Is a merchant due a refund for chargeback fees because they are utilizing RDR?

In theory, it was initially thought a merchant using RDR would not be charged a first chargeback fee since they paid an RDR fee.  This is in line with prevention alerts – if the merchant pays a prevention alert fee, a merchant does not pay a chargeback fee. It seems sensical, right? 

In real life, however, that’s not what we are seeing. 

The RDR process is essentially the issuer sending chargeback data to resolve with the acquirer. And resolving the case can mean reviewing transactions, pushing funds, or reconciling accounts. While the exact definition depends on the processor, the outcome is the same — work is being done. Therefore, a first chargeback fee is assessed to the acquirer. And the fee is further passed along to the merchant. 

We recommend discussing the situation with your processor to see if they can issue a partial or full refund on the dispute since you are participating in RDR. 

Have you seen an increase in fraud attacks when merchants choose to refund an alert?

Currently, processors and acquirers are not seeing increased fraud attacks when choosing to refund an alert. But they certainly understand the concern.

Do you think the fraud tool Kount is good?

Yes, Kount is a robust, front-end transaction scrubbing tool.

Do you know why my fraud chargeback count does not match my fraud transaction count? 

There are a couple reasons why the two metrics wouldn’t match. Basically because not all fraud counts equate to chargeback counts, just as all chargebacks are not related to fraud. 

There are various tools that can stop chargebacks from happening. For example, 3D Secure. If a transaction is fully authenticated through 3DS, the issuer is not able to initiate a chargeback. The functionality is blocked in the card brand’s technology platform. So you won’t receive a chargeback — but the transaction could still be marked as fraudulent. The same is true with RDR. Refunding can eliminate the need for a chargeback, but the transaction is still fraud. 

For a card-present merchant with full TAP or EMV chip reads, a fraud chargeback is prevented. But again, the transaction could still potentially hit your fraud transaction count. 

Ultimately, if the numbers aren’t making sense, contact your processor or acquiring bank and request a fraud report. 

Does it hurt your merchant account if you do not fight a chargeback?

Suppose a processor is not communicating with a merchant and is not fully educated on the circumstances surrounding a chargeback. In that case, the only thing it can do is make decisions in a vacuum with the information available. 

And if you don’t fight the chargeback — and there is no other communication — the assumption could be that you were at fault.
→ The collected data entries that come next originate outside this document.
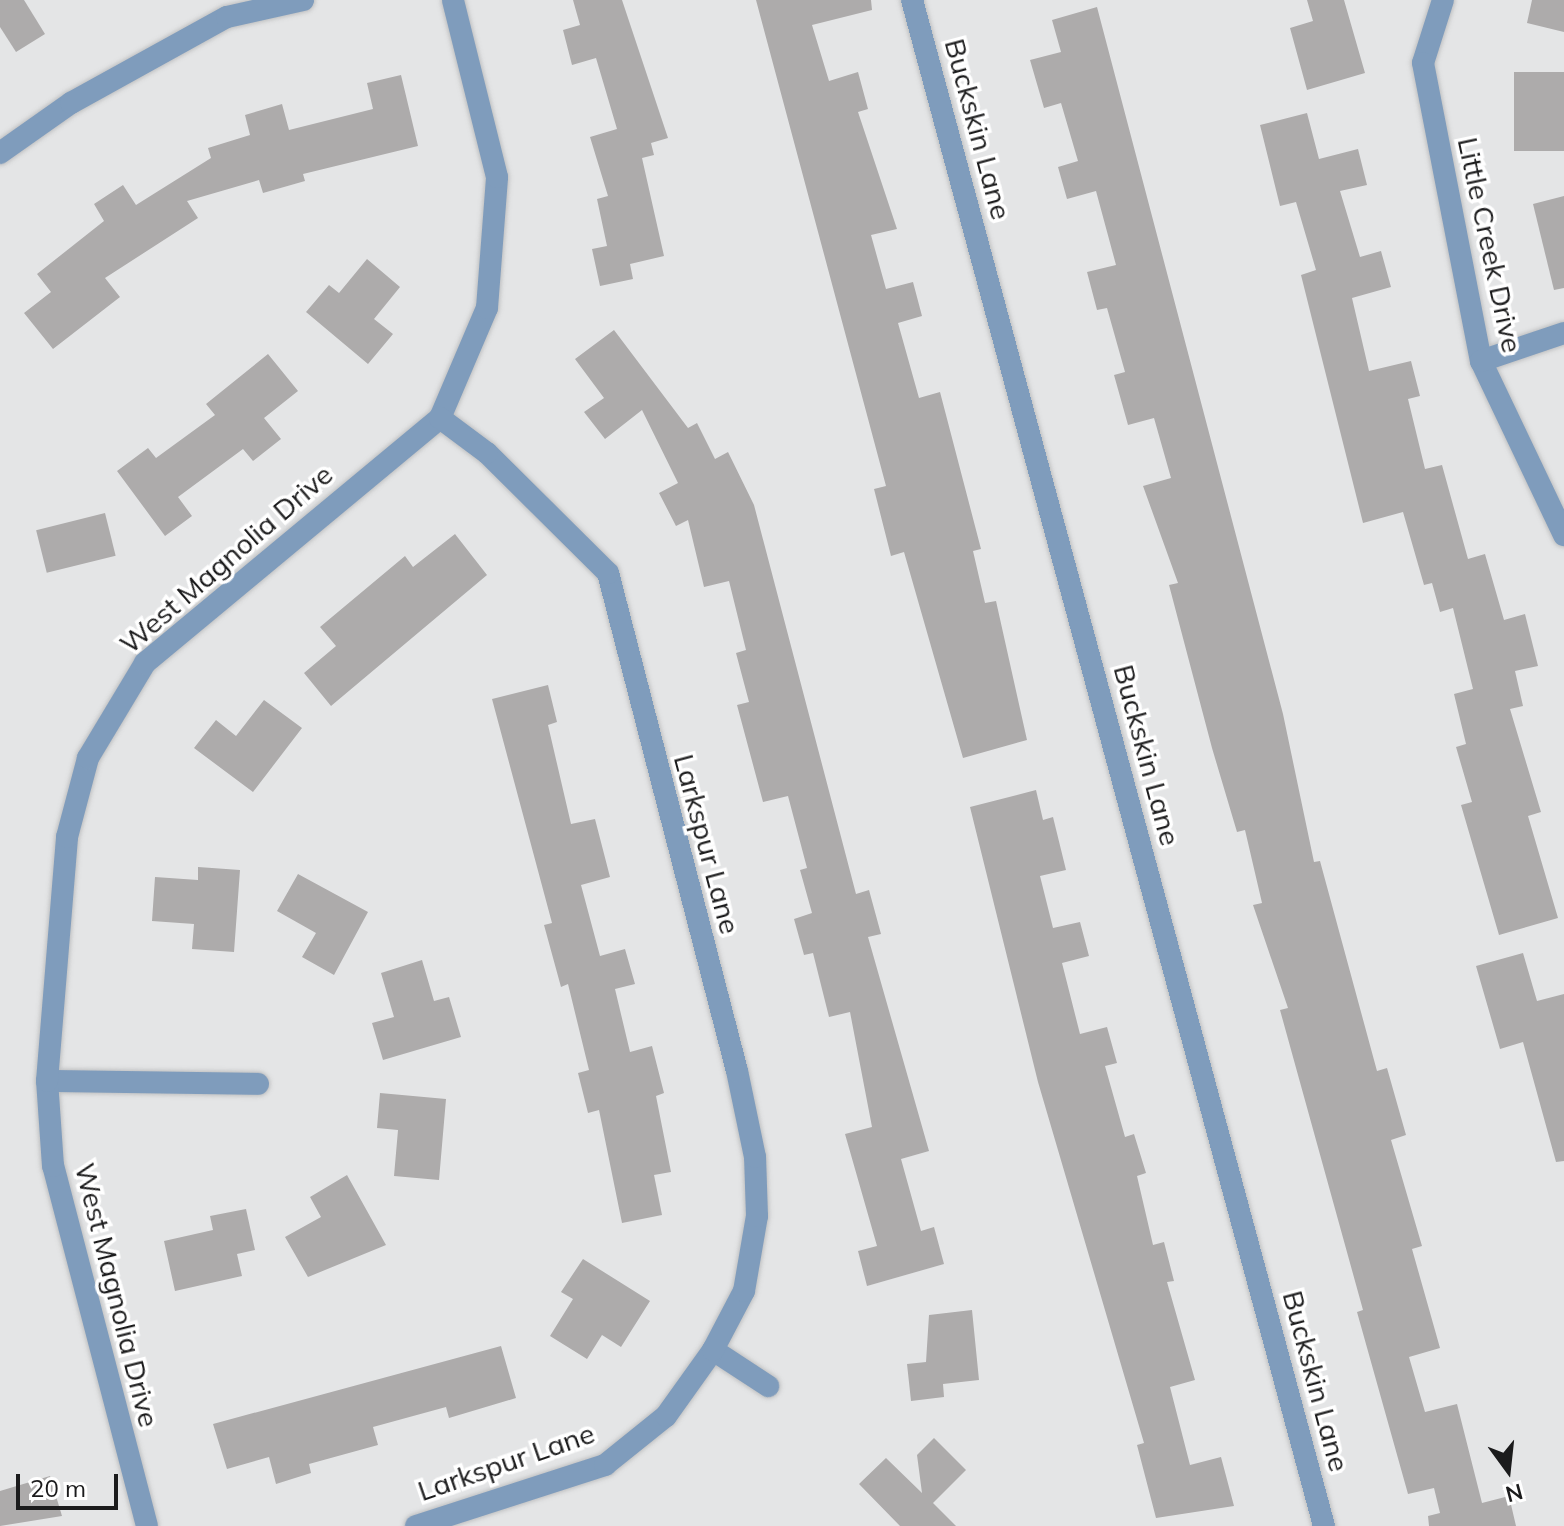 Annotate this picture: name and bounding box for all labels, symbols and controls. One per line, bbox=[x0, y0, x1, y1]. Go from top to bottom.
street label: Buckskin Lane bbox=[938, 35, 1018, 223]
street label: Little Creek Drive bbox=[1451, 134, 1529, 356]
street label: West Magnolia Drive bbox=[113, 458, 339, 660]
street label: Buckskin Lane bbox=[1107, 661, 1187, 849]
street label: Larkspur Lane bbox=[667, 751, 747, 937]
street label: West Magnolia Drive bbox=[68, 1160, 166, 1430]
street label: Buckskin Lane bbox=[1276, 1287, 1356, 1475]
street label: Larkspur Lane bbox=[413, 1416, 599, 1508]
north arrow bbox=[1468, 1430, 1548, 1510]
scale bar bbox=[20, 1458, 122, 1508]
text: 20 m bbox=[30, 1473, 86, 1503]
text: N bbox=[1503, 1478, 1526, 1509] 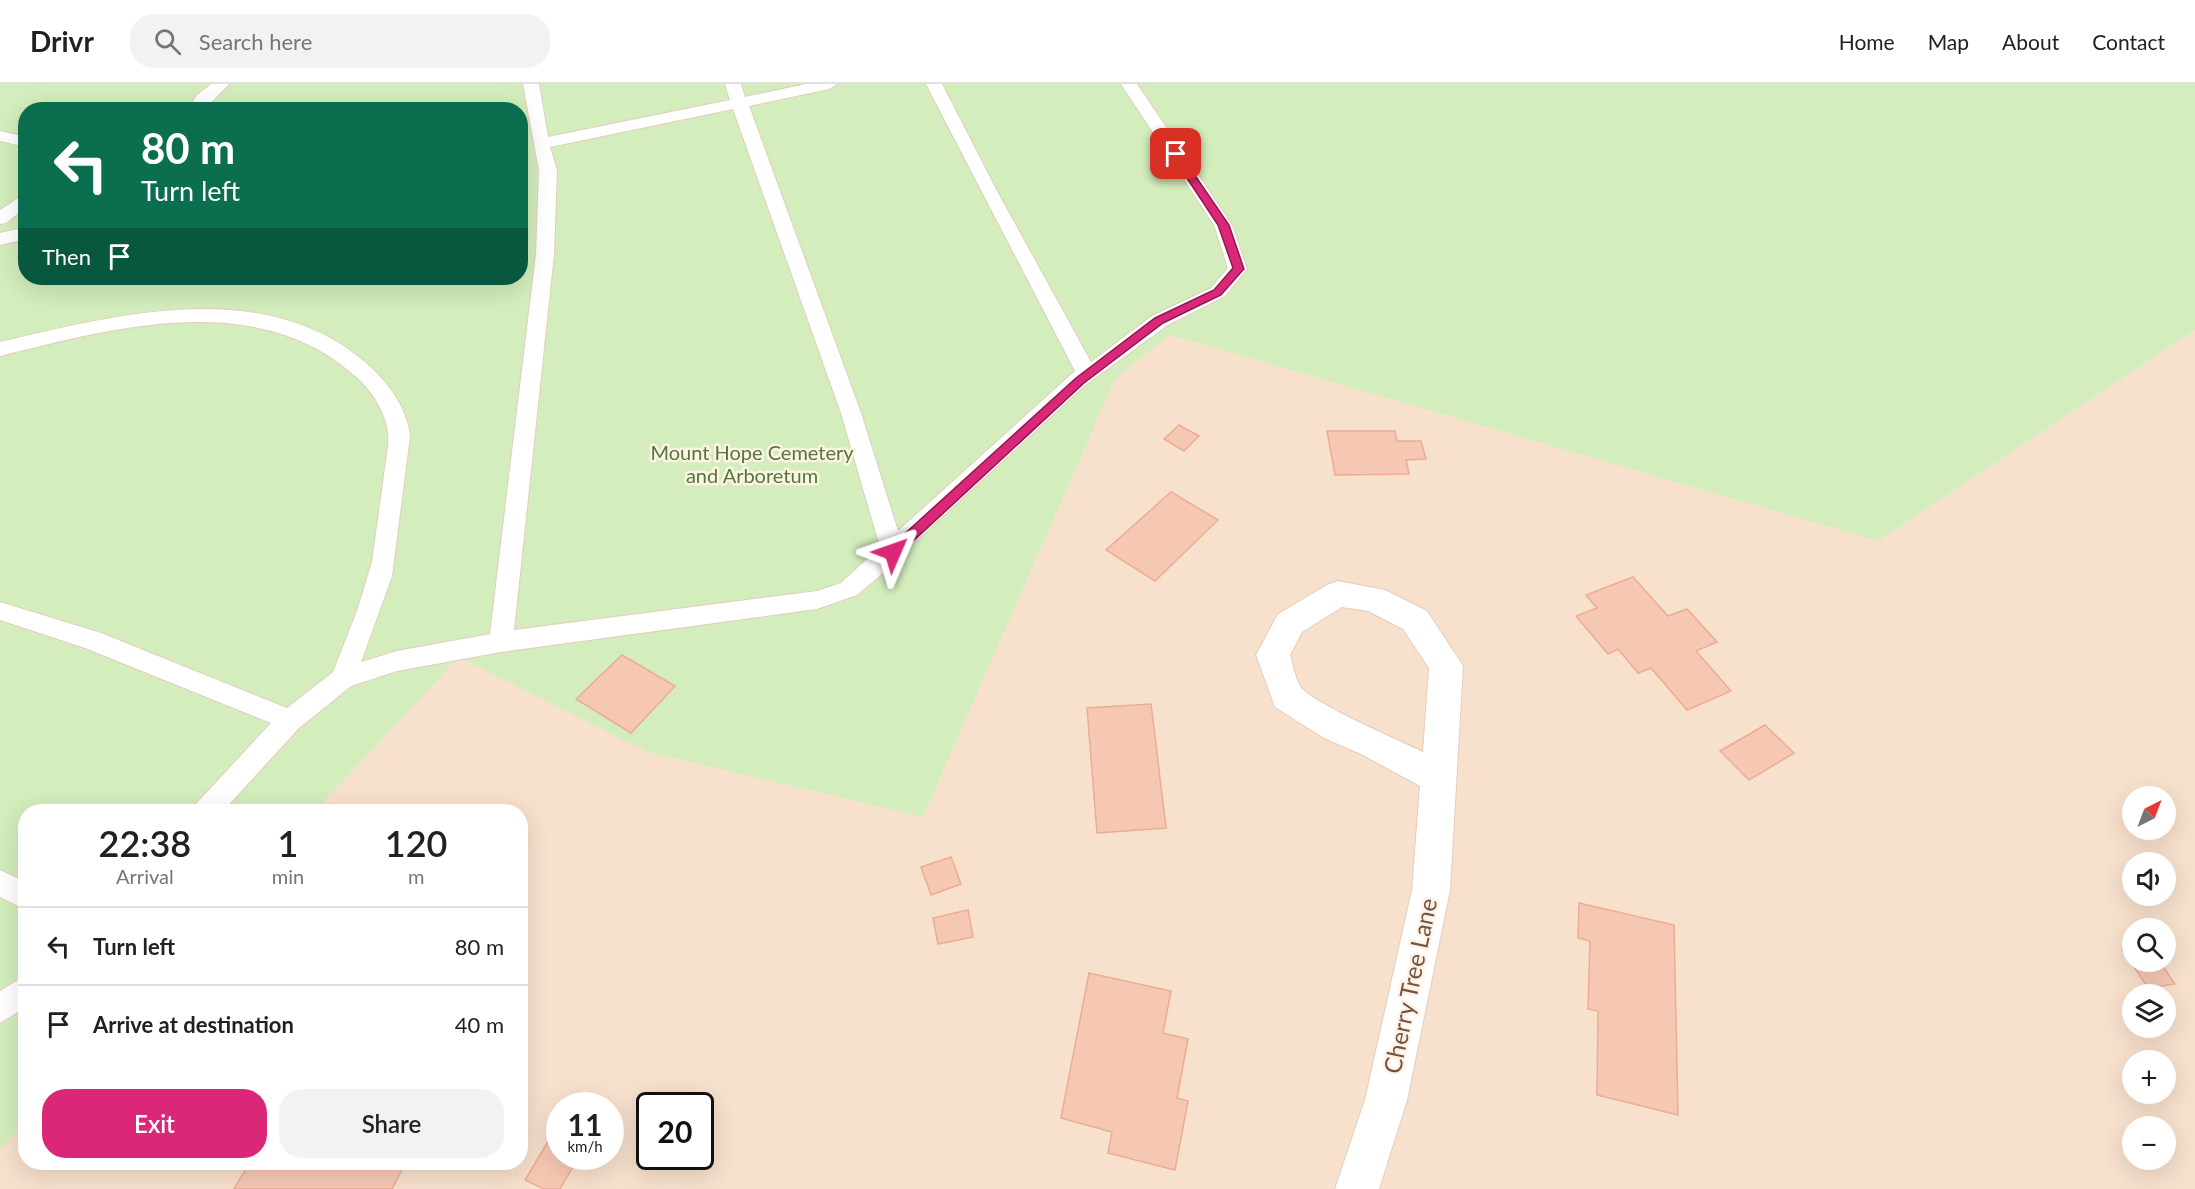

If you are perceived as guilty often enough, it can have unintended negative consequences on your ability to process payments.  

In  Midigator’s experience, it always looks more favorable, especially from a risk management standpoint, if the merchant regularly responds to disputes with enriched and correct data. 

However, you should never respond to a chargeback with inaccurate or invalid data. Doing so opens your business to potential levies from your processor, including account termination. 

Do you have experience with Mexican disputes?

We do have clients operating in Mexico. While some nuanced regional chargeback processes exist, Visa and Mastercard adopted global chargeback rules in 2018 to help standardize the industry. 

However, it’s not only understanding the rules that matter but also having insights into what’s needed for a merchant to retain positive ROI in that region. 

We have a long-term issue with fraudulent transactions on our site. The card number is always different, but the name and email address are similar. What can we be doing to block these charges?

It’s important to look into more traditional fraud solutions such as velocity checks, CAPTCHA, device ID and IP address blocking in this scenario.